#### [MATERIAL PROVIDED]

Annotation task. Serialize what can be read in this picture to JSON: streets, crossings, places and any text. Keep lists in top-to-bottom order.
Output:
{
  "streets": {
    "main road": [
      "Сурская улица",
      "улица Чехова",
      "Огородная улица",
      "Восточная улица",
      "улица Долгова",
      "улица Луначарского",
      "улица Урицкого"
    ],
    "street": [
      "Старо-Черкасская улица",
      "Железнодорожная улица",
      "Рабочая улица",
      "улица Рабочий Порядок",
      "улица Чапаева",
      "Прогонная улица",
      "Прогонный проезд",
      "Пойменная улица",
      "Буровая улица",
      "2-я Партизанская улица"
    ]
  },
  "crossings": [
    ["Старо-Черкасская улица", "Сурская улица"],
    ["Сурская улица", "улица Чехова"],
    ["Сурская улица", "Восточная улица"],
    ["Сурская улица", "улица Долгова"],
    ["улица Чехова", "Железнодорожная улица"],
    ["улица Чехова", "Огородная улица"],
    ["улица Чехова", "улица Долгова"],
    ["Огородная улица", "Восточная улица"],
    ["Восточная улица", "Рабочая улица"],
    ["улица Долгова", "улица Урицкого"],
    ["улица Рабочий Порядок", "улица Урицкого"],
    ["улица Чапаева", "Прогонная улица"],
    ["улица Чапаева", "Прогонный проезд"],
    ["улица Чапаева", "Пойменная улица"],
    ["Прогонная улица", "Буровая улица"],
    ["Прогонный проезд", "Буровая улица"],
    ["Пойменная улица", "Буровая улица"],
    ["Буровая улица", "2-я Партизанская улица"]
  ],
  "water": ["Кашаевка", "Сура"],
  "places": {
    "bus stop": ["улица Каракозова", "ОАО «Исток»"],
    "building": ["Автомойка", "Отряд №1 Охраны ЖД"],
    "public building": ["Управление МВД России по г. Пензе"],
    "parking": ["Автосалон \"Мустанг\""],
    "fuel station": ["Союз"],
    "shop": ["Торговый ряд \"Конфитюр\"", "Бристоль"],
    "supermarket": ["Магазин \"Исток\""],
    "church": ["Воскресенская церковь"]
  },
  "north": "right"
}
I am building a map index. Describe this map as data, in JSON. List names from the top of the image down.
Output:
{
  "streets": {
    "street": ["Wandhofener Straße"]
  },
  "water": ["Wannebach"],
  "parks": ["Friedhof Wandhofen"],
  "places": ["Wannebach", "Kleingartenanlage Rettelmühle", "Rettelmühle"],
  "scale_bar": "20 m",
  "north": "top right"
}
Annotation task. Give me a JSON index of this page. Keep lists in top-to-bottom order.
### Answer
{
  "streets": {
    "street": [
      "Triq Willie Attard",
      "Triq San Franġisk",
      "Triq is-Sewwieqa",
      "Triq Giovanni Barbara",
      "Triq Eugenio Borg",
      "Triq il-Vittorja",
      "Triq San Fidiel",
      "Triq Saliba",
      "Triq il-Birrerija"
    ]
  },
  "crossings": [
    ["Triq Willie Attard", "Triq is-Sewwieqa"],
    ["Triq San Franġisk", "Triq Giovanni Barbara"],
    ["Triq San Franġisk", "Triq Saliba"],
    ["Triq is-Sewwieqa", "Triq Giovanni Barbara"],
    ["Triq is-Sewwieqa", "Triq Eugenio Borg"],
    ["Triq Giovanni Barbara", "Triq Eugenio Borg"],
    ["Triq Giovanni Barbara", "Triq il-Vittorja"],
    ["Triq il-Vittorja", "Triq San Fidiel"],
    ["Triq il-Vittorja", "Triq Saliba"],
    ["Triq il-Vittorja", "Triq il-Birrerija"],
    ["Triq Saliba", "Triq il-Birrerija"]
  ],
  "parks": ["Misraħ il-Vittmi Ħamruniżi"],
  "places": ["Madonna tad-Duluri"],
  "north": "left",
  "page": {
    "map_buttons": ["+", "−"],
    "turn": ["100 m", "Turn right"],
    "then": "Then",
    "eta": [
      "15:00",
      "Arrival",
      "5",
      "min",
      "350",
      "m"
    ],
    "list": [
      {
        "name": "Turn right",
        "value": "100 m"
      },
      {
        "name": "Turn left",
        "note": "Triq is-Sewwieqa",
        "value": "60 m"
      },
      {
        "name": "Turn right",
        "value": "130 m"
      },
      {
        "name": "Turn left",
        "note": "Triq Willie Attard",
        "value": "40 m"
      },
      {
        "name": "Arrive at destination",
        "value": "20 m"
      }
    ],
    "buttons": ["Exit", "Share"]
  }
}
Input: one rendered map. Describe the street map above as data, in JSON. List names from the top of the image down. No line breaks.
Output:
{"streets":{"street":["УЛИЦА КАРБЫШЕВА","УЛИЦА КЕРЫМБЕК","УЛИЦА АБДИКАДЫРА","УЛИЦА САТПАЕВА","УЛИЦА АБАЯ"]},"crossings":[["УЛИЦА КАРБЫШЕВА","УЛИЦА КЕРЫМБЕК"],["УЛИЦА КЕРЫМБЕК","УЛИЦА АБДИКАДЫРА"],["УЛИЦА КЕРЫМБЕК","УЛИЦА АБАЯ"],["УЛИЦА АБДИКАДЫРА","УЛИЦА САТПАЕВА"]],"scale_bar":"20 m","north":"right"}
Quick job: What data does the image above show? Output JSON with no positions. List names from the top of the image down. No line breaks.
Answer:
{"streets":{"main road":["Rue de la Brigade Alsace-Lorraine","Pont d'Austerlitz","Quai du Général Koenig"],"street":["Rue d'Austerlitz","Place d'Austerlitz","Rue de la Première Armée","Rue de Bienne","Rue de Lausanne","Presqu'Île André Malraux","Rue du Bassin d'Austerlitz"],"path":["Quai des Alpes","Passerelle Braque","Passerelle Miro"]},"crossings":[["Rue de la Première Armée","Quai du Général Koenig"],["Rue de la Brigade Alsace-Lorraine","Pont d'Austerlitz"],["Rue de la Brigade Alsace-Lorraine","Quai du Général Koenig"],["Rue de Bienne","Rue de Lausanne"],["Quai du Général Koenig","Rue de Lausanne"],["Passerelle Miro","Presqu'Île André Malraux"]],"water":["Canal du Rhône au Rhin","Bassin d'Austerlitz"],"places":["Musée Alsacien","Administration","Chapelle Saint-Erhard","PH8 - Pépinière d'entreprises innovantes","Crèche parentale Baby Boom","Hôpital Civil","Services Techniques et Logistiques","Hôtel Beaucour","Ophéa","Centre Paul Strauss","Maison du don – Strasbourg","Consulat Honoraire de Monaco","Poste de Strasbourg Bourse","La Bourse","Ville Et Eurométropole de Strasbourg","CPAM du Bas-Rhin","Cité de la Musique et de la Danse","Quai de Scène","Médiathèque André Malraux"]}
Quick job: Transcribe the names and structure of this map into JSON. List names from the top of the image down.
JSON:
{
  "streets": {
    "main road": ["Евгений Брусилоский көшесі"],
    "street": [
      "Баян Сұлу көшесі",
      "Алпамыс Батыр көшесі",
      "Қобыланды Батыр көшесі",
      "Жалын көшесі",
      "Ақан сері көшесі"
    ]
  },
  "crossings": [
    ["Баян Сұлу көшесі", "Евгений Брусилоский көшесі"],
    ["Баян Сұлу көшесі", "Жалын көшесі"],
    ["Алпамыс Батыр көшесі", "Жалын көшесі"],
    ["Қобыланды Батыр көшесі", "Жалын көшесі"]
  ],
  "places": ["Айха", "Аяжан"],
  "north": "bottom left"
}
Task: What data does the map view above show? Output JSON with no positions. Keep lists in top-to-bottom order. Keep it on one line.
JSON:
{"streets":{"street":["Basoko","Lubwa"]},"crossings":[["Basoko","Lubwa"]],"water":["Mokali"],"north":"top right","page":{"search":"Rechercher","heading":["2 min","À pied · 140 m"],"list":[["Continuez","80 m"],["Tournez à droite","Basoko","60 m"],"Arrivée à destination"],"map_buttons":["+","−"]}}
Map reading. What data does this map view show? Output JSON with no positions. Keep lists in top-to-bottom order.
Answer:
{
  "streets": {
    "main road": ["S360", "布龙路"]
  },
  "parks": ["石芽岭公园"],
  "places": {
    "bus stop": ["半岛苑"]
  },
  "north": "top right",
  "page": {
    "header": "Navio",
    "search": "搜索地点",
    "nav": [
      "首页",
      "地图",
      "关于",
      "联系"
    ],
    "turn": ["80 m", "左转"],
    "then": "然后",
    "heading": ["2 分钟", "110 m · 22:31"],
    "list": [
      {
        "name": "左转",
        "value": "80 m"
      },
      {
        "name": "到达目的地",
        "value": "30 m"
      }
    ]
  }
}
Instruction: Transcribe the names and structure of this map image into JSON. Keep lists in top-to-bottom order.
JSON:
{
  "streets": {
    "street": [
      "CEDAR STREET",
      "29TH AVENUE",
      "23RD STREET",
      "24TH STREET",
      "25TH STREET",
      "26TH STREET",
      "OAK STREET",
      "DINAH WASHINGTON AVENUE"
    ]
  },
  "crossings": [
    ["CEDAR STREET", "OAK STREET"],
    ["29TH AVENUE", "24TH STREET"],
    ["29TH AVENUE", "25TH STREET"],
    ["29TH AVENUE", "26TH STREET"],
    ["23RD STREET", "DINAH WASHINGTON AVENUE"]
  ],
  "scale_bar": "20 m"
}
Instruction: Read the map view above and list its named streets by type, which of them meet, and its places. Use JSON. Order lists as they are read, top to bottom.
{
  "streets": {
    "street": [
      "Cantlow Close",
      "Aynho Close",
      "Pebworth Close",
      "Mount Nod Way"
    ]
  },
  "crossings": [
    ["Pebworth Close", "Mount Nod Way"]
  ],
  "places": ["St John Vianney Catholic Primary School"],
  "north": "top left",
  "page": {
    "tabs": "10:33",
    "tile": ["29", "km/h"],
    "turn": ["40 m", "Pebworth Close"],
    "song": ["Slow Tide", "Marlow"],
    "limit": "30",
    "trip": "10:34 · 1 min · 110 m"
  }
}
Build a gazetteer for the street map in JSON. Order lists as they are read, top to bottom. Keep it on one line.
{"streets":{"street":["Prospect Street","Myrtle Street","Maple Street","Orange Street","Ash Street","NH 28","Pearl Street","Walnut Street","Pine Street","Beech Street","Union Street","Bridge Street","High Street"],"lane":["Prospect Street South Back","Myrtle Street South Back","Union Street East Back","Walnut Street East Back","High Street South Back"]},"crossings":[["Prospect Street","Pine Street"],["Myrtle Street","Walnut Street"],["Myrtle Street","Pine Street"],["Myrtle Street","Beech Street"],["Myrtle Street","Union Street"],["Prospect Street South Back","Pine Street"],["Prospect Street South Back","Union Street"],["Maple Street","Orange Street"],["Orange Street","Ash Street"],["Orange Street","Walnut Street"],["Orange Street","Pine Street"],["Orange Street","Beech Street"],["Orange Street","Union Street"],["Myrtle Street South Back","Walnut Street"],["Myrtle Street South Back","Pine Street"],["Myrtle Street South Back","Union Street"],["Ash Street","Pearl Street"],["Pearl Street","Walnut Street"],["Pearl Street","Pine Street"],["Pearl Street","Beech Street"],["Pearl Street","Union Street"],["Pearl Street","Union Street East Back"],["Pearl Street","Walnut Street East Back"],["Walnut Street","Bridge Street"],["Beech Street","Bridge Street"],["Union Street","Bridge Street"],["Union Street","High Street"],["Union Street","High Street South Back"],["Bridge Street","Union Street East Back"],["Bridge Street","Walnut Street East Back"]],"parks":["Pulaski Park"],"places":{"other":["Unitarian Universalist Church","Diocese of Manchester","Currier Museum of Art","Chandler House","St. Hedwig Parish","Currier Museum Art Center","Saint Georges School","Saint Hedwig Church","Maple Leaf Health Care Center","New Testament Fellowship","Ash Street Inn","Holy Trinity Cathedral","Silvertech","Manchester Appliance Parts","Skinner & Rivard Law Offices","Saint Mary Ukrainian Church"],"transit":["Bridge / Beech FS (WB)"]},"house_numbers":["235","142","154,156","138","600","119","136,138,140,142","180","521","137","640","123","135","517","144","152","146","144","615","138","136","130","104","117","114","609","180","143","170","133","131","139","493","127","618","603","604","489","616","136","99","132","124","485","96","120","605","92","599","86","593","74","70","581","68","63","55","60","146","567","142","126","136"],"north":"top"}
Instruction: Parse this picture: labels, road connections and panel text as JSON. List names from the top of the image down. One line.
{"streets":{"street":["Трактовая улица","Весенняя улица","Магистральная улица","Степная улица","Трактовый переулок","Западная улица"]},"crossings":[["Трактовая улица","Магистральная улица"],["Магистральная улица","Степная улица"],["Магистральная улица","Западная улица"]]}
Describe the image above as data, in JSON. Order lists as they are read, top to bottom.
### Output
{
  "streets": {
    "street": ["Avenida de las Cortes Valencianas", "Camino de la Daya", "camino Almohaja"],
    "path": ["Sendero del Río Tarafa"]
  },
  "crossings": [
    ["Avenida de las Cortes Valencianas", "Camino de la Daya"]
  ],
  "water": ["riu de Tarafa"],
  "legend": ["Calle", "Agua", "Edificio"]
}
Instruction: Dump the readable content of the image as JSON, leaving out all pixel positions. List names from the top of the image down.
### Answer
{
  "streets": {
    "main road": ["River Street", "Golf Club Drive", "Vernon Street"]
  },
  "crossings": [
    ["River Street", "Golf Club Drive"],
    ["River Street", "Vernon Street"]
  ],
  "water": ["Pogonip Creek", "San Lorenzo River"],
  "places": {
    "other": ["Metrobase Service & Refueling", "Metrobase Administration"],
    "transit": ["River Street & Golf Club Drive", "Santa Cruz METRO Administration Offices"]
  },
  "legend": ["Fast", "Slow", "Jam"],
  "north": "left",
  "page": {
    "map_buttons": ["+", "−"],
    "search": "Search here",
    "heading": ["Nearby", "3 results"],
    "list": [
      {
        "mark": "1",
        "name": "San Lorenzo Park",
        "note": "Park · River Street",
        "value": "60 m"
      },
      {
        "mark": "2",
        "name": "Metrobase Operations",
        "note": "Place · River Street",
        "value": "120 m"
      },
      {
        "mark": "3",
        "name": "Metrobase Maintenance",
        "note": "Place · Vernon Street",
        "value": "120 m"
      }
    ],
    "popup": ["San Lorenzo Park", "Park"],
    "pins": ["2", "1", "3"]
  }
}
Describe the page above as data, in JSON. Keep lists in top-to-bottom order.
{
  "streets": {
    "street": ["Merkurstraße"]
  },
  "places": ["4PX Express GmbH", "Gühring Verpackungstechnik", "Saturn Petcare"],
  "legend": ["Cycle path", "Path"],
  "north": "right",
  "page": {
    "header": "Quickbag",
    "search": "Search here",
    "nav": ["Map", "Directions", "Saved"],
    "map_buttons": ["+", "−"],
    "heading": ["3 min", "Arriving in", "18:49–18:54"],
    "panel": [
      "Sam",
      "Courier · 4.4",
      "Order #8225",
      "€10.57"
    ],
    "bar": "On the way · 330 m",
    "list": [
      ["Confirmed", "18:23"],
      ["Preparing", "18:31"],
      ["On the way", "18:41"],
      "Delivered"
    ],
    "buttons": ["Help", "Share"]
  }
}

#### [BRIEF]
The answer should be one number only: how many lines in the listing hold "Cortes".

#### [RESULT OF THIS EXERCISE]
2